Obviously this is not the first time I’ve made these points and I really don’t care if people think I’m being repetitive. These points need to be made again and again until more people start to question the status quo. It is not ‘natural’. Things have not always been like this. They can change. It is up to us to make them change.

This entry was published on January 6, 2013 at 3:49 pm. It’s filed under Uncategorized and tagged , , , , , . Bookmark the permalink. Follow any comments here with the RSS feed for this post.

2 thoughts on “How to Beat the High Cost of Living

  1. Iain Duncan Smith complained that a “staggering” £171bn was spent on tax credits between 2003 and 2010. This sum is somewhat dwarfed in comparison to the £850bn cost of the bank bailout (as identified by the National Audit Office) which was effectively used to cover gambling debts.

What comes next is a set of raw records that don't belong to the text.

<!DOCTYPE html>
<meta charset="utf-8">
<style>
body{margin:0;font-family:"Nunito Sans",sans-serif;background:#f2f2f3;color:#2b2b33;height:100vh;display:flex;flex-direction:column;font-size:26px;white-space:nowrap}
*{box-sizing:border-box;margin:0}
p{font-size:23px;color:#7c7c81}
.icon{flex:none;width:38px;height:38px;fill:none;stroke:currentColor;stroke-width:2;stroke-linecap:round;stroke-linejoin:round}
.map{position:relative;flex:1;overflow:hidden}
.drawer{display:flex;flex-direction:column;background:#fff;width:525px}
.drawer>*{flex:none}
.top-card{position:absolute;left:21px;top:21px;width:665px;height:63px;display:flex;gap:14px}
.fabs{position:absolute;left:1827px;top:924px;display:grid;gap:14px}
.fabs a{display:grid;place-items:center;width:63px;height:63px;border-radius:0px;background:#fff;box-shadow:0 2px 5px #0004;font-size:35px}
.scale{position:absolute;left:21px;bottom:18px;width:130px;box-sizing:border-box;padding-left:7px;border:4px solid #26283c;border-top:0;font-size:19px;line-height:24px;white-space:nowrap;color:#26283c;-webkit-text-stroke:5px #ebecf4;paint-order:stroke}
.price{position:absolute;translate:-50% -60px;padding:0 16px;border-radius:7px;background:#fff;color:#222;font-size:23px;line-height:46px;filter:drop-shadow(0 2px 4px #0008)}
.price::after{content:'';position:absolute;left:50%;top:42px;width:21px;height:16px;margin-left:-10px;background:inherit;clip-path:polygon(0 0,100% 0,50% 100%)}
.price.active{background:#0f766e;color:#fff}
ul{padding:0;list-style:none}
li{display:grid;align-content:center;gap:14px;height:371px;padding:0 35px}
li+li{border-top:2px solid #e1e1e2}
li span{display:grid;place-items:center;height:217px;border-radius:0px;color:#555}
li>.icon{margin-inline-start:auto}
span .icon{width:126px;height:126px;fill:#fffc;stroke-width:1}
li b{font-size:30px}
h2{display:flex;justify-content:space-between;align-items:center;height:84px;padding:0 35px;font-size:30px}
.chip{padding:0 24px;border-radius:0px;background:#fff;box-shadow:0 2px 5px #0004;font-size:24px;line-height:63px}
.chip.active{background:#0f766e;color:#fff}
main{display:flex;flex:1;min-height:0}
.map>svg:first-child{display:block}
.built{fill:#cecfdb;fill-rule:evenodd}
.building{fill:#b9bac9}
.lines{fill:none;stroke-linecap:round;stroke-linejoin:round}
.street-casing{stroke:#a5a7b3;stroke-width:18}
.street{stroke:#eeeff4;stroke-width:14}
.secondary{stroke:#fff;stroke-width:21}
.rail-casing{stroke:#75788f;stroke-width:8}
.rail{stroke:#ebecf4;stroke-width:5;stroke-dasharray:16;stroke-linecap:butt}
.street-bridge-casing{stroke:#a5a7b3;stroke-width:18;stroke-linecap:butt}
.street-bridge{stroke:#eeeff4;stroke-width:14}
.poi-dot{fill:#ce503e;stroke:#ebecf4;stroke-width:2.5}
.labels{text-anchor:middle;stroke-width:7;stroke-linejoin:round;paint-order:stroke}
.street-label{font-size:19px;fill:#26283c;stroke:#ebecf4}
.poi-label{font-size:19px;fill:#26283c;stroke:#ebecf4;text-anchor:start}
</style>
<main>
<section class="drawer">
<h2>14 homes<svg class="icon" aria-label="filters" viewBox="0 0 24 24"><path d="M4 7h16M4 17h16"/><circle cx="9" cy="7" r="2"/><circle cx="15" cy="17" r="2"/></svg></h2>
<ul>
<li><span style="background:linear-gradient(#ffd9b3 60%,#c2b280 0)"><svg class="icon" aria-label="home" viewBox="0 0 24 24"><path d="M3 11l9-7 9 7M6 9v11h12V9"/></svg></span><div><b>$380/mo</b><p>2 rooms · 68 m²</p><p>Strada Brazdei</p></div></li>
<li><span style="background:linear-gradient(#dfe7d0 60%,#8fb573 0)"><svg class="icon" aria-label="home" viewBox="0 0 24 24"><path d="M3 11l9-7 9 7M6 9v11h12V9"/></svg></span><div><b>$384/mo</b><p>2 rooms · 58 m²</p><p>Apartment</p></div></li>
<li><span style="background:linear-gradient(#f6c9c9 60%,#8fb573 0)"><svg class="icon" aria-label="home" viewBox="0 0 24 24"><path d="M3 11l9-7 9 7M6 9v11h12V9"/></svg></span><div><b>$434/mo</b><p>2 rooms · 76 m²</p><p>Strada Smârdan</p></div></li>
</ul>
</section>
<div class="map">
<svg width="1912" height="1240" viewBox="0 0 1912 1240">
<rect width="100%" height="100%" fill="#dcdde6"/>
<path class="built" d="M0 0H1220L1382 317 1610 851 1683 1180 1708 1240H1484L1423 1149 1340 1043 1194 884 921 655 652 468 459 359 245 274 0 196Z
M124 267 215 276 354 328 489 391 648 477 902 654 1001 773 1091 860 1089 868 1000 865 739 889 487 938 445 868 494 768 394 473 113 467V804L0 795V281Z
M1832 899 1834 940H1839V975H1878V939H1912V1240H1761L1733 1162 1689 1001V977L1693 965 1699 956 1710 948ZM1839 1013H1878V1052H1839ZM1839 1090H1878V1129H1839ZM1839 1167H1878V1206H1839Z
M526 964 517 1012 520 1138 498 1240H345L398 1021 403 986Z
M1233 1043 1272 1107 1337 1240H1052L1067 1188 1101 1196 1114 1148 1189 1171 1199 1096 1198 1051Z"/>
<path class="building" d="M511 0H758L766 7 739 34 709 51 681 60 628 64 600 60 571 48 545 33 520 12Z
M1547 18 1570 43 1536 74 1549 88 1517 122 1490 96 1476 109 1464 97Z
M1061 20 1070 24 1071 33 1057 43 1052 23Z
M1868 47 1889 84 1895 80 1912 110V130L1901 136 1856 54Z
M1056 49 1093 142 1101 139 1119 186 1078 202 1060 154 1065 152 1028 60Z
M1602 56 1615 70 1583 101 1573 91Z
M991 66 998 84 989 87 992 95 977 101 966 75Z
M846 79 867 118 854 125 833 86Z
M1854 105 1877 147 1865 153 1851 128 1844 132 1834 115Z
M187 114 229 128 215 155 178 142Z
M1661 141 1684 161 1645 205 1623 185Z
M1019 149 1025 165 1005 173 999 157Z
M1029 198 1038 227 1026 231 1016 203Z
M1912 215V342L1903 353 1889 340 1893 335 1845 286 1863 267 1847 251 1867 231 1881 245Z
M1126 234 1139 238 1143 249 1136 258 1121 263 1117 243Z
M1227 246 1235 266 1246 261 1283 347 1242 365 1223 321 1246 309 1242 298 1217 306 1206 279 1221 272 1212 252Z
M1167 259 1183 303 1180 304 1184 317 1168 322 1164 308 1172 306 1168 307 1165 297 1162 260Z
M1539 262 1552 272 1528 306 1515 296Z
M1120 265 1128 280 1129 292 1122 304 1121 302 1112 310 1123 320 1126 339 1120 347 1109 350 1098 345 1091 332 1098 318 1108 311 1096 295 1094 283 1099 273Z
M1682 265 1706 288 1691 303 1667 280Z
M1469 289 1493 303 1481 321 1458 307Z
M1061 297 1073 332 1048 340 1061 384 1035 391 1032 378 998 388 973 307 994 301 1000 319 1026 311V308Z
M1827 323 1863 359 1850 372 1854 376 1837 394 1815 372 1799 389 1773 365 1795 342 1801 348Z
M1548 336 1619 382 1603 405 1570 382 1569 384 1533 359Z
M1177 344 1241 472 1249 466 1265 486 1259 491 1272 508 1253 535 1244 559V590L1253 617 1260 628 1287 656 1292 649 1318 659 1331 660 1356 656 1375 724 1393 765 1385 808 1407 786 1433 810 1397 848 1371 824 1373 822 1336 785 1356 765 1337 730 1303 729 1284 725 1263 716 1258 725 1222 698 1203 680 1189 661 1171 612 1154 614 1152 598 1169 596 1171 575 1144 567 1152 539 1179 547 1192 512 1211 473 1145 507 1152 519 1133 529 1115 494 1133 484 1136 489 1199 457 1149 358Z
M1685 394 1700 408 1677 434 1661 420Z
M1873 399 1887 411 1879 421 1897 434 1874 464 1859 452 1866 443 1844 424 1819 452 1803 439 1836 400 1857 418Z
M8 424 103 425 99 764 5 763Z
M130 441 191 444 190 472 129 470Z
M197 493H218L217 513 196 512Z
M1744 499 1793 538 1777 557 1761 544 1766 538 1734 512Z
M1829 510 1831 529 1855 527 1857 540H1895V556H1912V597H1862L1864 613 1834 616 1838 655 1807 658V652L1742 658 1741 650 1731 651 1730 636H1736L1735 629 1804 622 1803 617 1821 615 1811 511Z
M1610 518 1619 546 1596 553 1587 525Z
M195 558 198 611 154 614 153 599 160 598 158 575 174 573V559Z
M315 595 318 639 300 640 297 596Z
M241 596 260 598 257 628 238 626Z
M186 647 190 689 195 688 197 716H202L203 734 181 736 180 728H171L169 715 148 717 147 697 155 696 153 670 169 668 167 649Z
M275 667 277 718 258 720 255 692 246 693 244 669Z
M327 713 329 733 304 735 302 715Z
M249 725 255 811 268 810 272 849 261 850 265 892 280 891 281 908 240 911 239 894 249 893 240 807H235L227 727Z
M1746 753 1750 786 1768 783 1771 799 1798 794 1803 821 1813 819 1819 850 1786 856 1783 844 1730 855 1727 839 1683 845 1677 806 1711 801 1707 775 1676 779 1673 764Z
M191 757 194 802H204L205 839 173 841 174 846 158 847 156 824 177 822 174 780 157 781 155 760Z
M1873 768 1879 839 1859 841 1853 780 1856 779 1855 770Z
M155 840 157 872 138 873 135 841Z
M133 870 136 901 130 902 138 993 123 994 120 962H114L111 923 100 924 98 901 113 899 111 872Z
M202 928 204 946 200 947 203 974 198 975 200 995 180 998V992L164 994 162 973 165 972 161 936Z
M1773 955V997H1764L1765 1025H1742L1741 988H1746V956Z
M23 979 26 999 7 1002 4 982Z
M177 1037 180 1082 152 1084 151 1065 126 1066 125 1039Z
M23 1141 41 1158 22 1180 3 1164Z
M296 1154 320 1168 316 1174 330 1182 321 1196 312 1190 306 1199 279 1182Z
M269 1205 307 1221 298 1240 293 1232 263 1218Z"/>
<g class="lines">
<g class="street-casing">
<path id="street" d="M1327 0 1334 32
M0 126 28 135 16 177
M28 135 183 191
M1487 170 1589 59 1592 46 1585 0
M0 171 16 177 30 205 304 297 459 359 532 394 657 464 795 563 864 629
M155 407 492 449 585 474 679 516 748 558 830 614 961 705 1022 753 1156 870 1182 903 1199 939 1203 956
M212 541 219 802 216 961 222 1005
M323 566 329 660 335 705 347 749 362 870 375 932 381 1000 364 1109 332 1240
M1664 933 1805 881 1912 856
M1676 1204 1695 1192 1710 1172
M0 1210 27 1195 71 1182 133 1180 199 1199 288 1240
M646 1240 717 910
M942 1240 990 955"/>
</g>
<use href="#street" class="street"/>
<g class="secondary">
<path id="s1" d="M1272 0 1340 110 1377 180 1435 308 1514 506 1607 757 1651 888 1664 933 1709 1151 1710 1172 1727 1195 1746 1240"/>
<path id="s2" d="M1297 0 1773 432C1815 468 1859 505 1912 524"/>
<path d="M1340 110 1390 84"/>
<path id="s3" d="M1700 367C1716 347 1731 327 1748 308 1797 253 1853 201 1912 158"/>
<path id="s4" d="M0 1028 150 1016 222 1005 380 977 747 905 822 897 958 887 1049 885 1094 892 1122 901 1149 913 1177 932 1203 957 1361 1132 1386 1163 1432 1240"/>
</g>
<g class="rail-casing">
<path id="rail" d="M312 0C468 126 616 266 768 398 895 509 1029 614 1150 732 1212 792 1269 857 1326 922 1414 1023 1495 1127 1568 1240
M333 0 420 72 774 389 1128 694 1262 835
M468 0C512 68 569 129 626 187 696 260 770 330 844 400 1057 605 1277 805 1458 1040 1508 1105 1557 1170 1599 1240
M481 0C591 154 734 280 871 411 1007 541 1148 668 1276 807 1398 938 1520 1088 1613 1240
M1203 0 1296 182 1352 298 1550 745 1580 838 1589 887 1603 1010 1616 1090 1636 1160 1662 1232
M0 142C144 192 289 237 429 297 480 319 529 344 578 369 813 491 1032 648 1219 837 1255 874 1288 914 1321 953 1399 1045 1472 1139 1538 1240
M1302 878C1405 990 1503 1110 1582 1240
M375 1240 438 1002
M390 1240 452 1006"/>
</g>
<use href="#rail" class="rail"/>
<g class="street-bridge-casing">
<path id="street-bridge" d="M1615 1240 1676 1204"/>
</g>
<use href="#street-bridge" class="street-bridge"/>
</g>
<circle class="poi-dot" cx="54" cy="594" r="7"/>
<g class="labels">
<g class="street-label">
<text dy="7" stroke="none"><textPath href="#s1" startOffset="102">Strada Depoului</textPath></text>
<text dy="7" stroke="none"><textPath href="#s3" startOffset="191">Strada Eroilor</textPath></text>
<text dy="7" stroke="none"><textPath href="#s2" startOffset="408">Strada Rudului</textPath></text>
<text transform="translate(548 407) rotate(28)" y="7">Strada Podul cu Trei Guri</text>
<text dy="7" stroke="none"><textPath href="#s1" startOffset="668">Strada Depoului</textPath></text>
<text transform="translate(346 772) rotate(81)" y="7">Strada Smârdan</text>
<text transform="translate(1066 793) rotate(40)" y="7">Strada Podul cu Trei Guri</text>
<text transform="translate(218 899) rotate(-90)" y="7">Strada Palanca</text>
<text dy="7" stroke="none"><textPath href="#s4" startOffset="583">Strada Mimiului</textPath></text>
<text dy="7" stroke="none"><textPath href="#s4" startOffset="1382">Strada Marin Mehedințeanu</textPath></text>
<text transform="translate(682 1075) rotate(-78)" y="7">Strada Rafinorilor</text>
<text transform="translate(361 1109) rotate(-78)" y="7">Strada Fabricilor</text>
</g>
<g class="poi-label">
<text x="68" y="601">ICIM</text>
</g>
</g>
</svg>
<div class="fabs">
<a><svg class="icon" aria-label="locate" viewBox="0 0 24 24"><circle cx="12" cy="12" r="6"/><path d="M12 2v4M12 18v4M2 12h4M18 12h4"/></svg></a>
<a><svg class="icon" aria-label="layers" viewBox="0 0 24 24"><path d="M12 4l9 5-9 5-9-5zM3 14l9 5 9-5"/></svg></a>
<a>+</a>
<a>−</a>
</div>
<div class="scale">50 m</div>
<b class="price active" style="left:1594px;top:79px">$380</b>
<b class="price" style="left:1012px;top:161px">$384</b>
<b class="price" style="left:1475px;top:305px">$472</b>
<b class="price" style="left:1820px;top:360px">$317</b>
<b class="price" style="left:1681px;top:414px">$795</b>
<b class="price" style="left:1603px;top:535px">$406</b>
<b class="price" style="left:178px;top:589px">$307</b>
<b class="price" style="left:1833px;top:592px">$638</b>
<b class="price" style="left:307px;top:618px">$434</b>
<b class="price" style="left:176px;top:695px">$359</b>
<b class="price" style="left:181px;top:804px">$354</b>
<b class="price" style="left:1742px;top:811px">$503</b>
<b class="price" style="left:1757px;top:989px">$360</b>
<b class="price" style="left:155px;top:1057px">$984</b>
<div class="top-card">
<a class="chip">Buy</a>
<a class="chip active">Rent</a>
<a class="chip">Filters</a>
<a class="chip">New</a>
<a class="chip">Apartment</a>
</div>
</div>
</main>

    It’s interesting to see which group is deemed worthy of support and which is forced to resort to extortionate pay-day loans. I was always taught that crime doesn’t pay, but criminal behaviour (within the grey boundaries of the law) appears to be a most lucrative revenue stream.

  2. I’d say that removing child benefit from households earning over £60,000 a year is a perfectly reasonable way for the government to cut back.

    As for everyone feeling the squeeze, it’s society’s over reliance on ‘plastic’ or credit that allows people to get things that they normally couldn’t afford. All these things add up and equate to an overall lesser quality of life on a regular basis when it comes to paying them back. When utility bills saw all the other commitments remain leaving people in bad situations that they didn’t expect.